Cloudflare TTL 'auto' differences

KRoss45 commented 9 months ago

Issue is an assumption of what's going on.

We've been using 0.9.11 forever and have started testing 1.x. Last round of tests was with 1.2.1.

What is seen in testing on a single domain is the TTL is flagged for update. eg:

*   Update
*     <ARecord A 300, activeactive.lavexproducts.com., ['192.168.55.22', '10.20.55.22']> ->
*     <ARecord A 1, activeactive.lavexproducts.com., ['192.168.55.22', '10.20.55.22']> (config)

In Cloudflare, the above A record is set to Auto, where 1 is what you set in the config.
Config:

activeactive:
  octodns:
    cloudflare:
      proxied: true
  ttl: 1
  type: A
  values:
    - 192.168.55.22
    - 10.20.55.22

The output snip from above is another dry run after applying the updates already; so octodns wants to re-apply the same change despite having just done it.

Running with octodns-cloudflare 0.0.3

ross commented 9 months ago

Interesting. Don't know of anything off-hand that would have changed between 0.9.x and 1.x around TTL handling, but the cloudflare auto stuff has always been finicky so not super surprised. Will see if I can reproduce it. Sounds like the record was created by octoDNS and then persistent changes are being seen after that. That correct?

KRoss45 commented 9 months ago

Correct. This is a recent domain add so it's one of the cleanest we have. With going to 1.x we've seen this issue across all of the zones where it's seeing '300' for the TTL when config says '1'.

I ran a dry run sync using our current in use and the new version. The debug is showing a different TTL back from (I'm assuming) the provider pulling the live config:

.9.11
[140632777743232] DEBUG Zone changes: zone=Zone<lavexproducts.com.>, n.c. record=<ARecord A 1, activeactive.lavexproducts.com.,

1.2
[140327634467712] DEBUG Zone changes: zone=Zone<lavexproducts.com.>, modified
    existing=<ARecord A 300, activeactive.lavexproducts.com.,

I re-confirmed, CF currently showing auto for the given A record.

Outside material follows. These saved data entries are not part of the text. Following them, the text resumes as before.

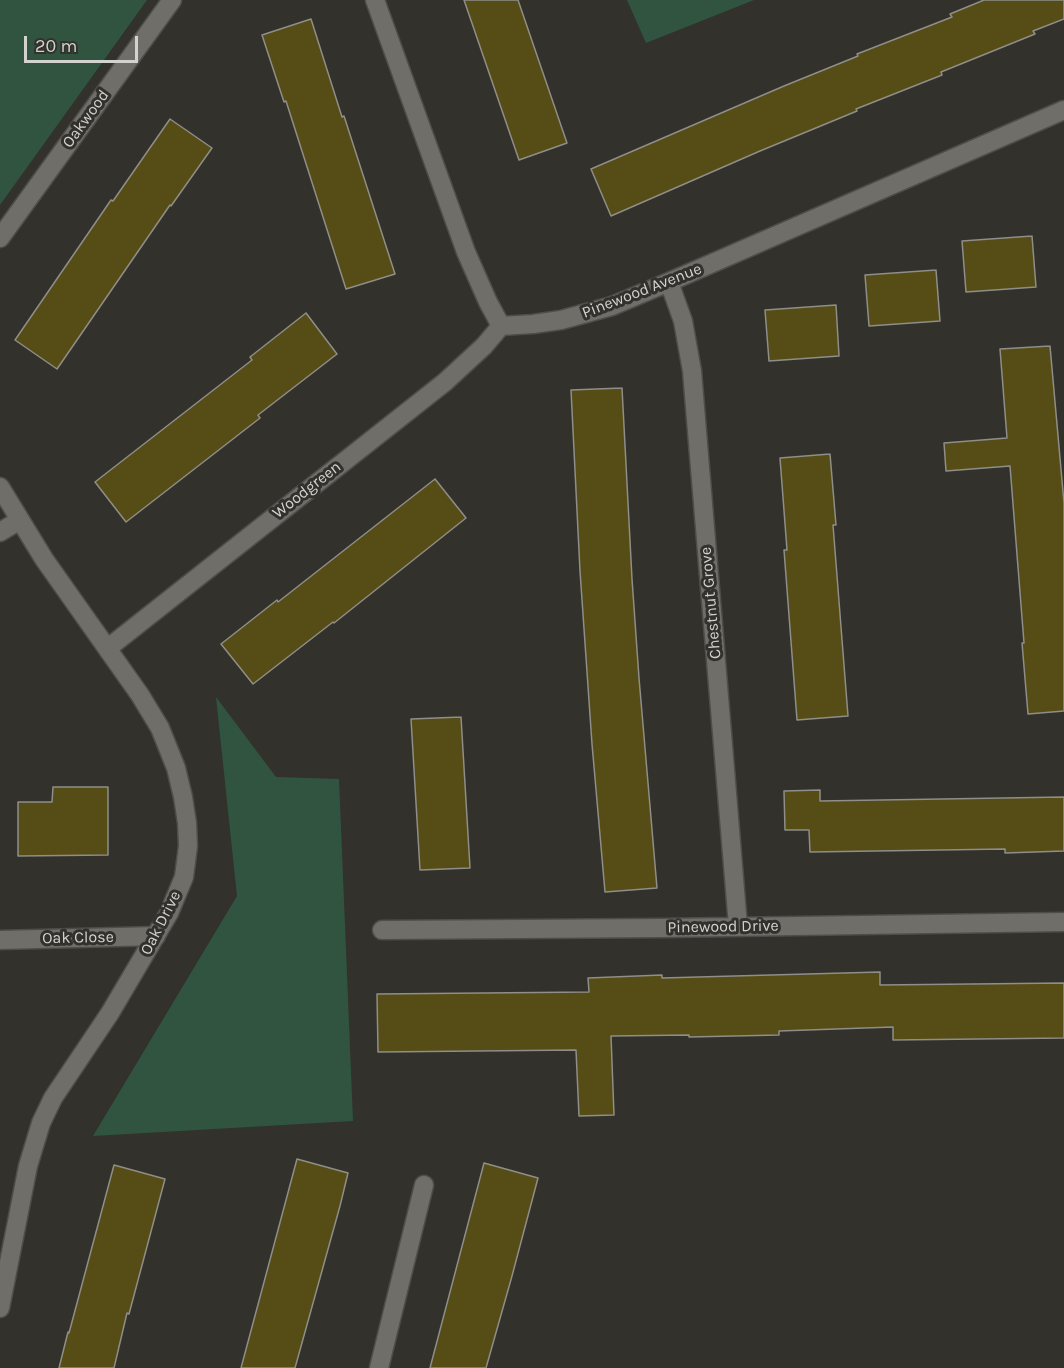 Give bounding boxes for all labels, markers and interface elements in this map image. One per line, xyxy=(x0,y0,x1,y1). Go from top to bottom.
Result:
scale bar xyxy=(27,24,141,62)
text: 20 m xyxy=(35,35,77,57)
street label: Oakwood xyxy=(59,86,113,152)
street label: Pinewood Avenue xyxy=(580,259,704,323)
street label: Woodgreen xyxy=(269,457,345,523)
street label: Chestnut Grove xyxy=(697,546,725,660)
street label: Oak Drive xyxy=(137,888,185,958)
street label: Pinewood Drive xyxy=(667,916,779,938)
street label: Oak Close xyxy=(42,928,114,948) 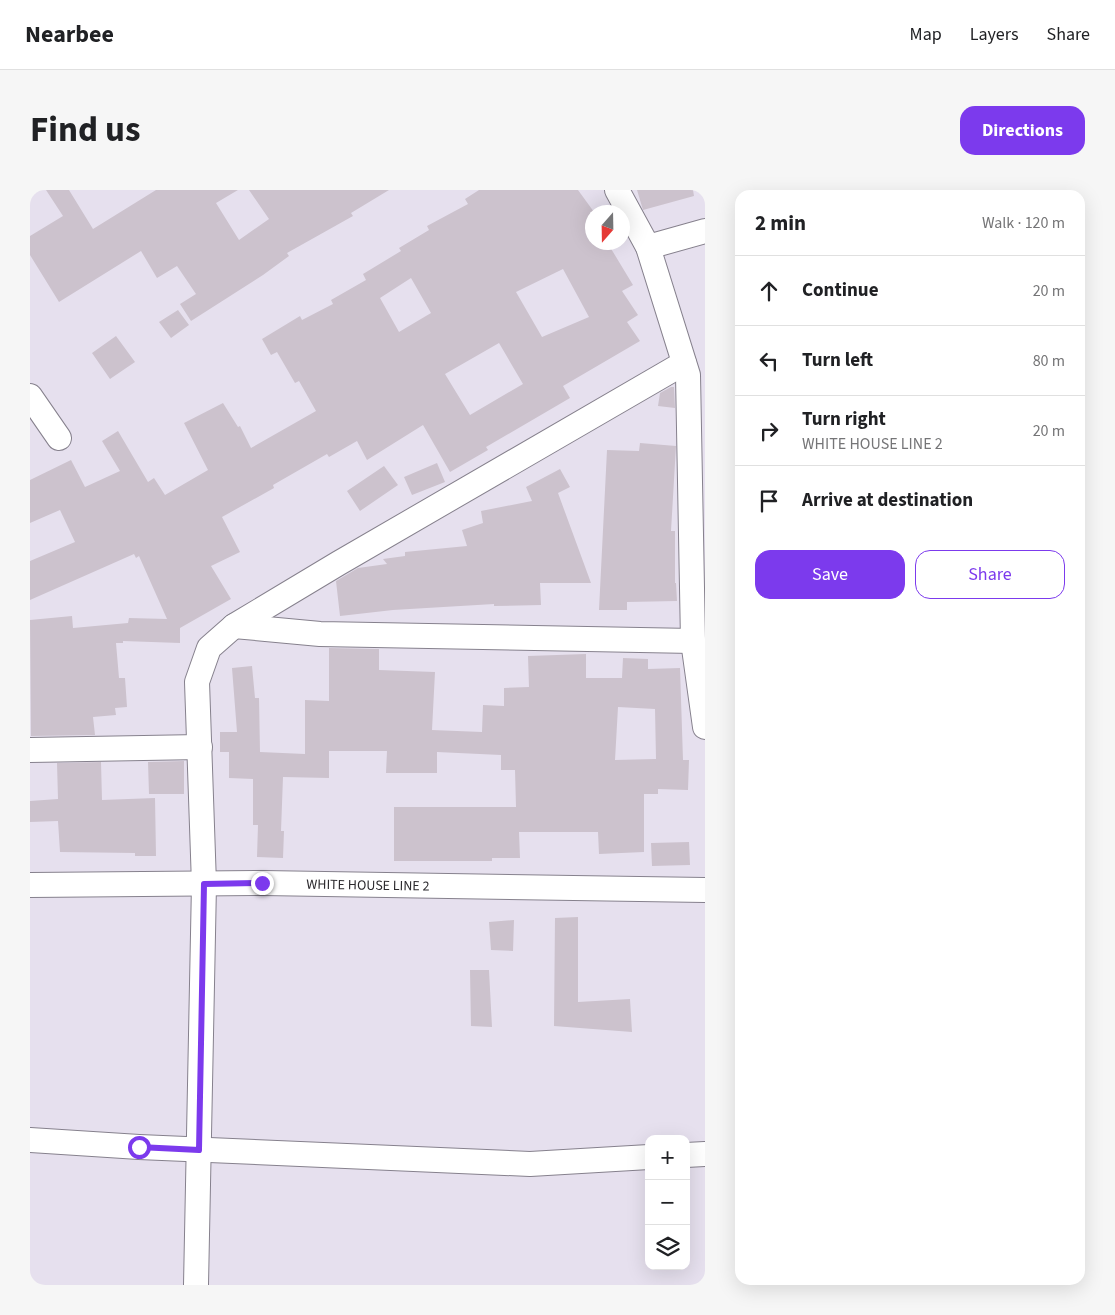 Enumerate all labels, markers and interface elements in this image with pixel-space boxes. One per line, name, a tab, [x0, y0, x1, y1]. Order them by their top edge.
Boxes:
text: Nearbee	[25, 17, 114, 52]
text: Map	[910, 22, 942, 47]
text: Layers	[970, 22, 1019, 47]
text: Share	[1047, 22, 1090, 47]
text: Find us	[30, 105, 140, 155]
button: Directions	[960, 106, 1085, 155]
north arrow	[585, 205, 630, 250]
text: 2 min	[755, 208, 806, 238]
text: Walk · 120 m	[982, 212, 1065, 234]
icon: ahead	[755, 277, 783, 305]
text: Continue	[802, 277, 879, 304]
text: 20 m	[1033, 280, 1065, 302]
icon: left	[755, 347, 783, 375]
text: Turn left	[802, 347, 873, 374]
text: 80 m	[1033, 350, 1065, 372]
text: Turn right	[802, 406, 886, 433]
icon: right	[755, 417, 783, 445]
text: 20 m	[1033, 420, 1065, 442]
text: WHITE HOUSE LINE 2	[802, 433, 943, 455]
icon: arrive	[755, 487, 783, 515]
text: Arrive at destination	[802, 487, 973, 514]
button: Save	[755, 550, 905, 599]
button: Share	[915, 550, 1065, 599]
route end	[251, 872, 274, 895]
street label: WHITE HOUSE LINE 2	[306, 875, 430, 897]
map controls	[645, 1135, 690, 1270]
button: +	[645, 1135, 690, 1180]
route start	[128, 1136, 151, 1159]
button: −	[645, 1180, 690, 1225]
button: layers	[645, 1225, 690, 1270] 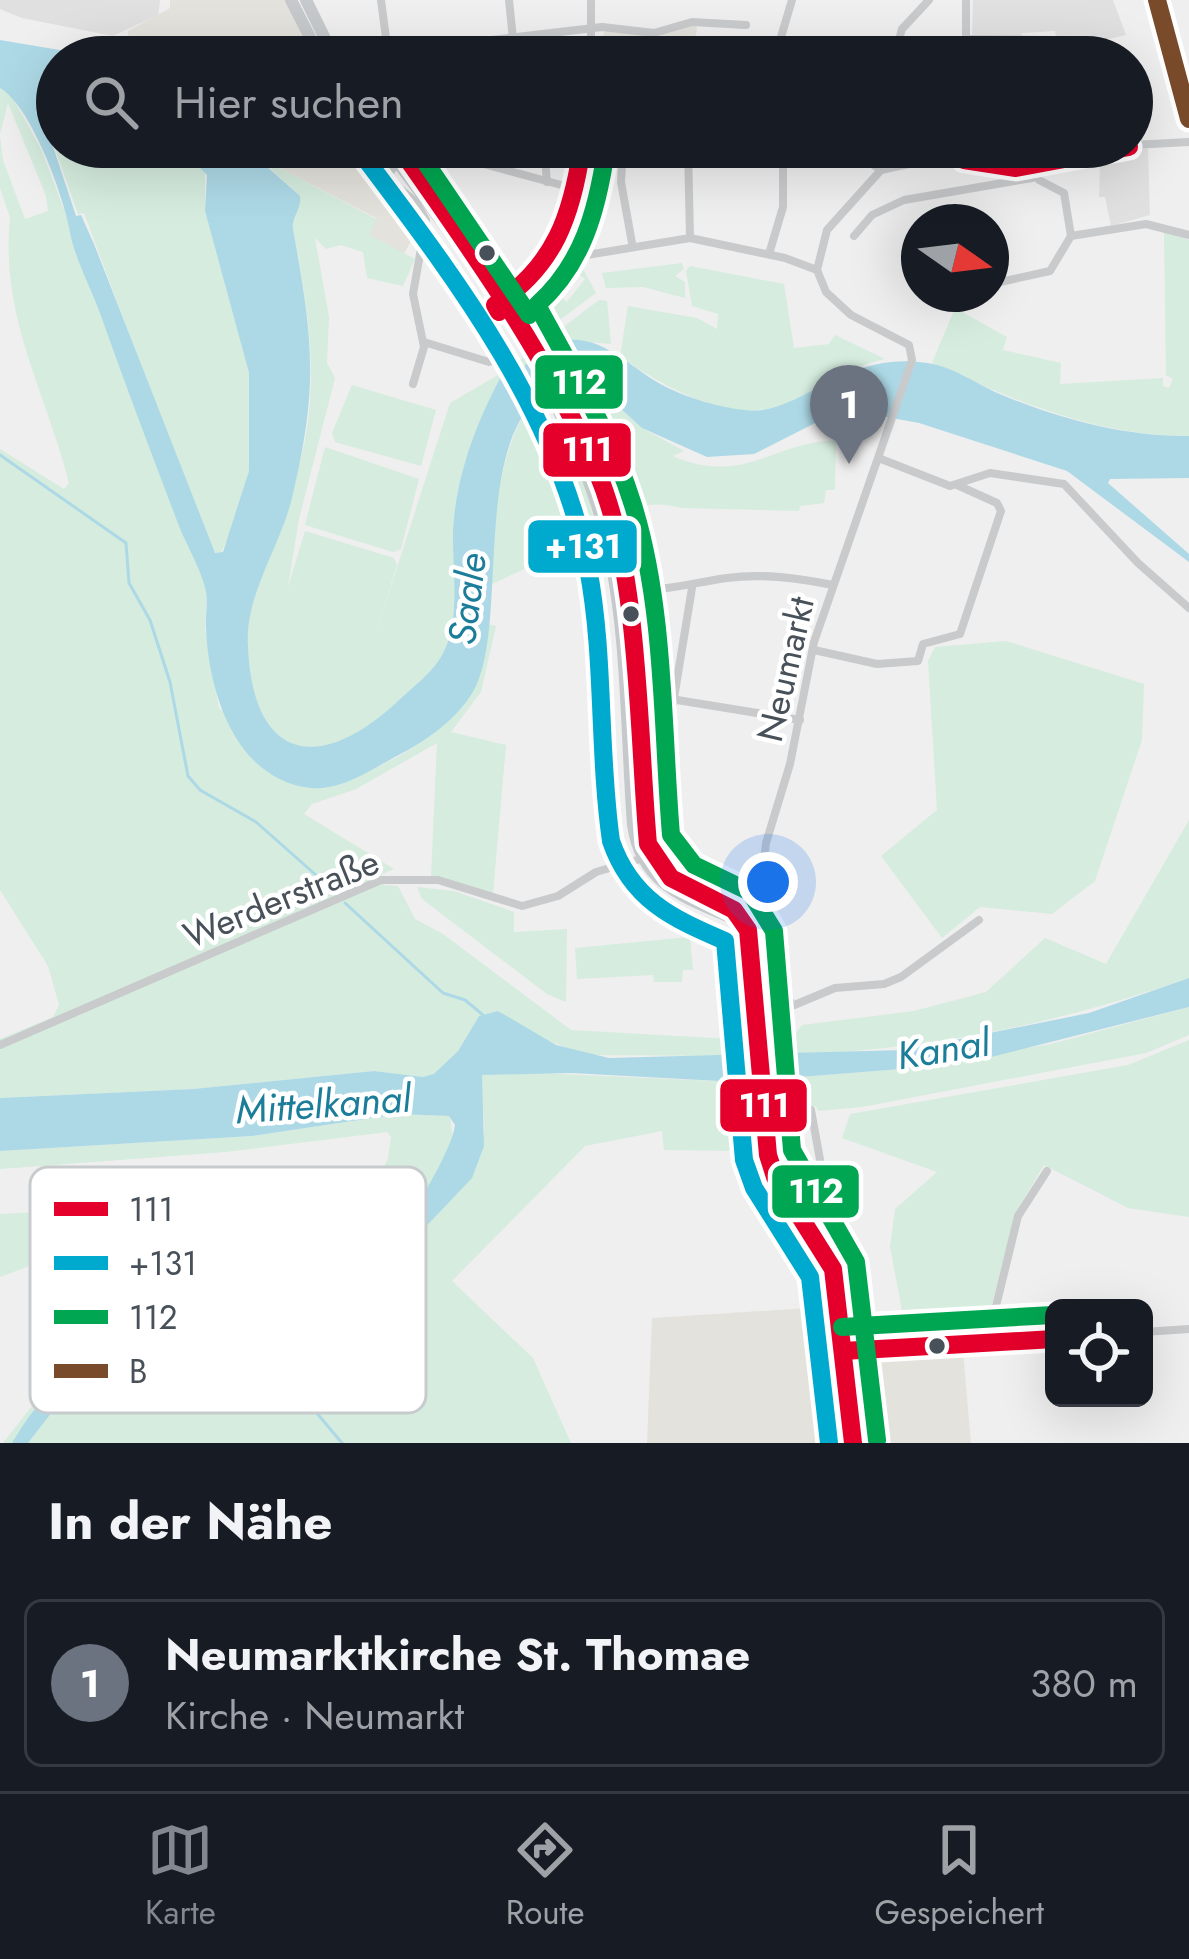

KRoss45 commented 9 months ago

I walked the versions backward and I've narrowed it down to a change that happened in .9.14. I see it supports both the old and the new CF providers in the config. Using either of these providers:

<     class: octodns.provider.cloudflare.CloudflareProvider 
---
>     class: octodns_cloudflare.CloudflareProvider

I get the 'wrong' TTL info coming back from the live CF info where it wants to do an update.

.9.13 doesn't support the newer octodns_cloudflare.CloudflareProvider and the sync dry run comes back clean.

istr commented 9 months ago

@KRoss45 I think you should move this issue to the octodns-cloudflare provider/repo so we'll fix it there.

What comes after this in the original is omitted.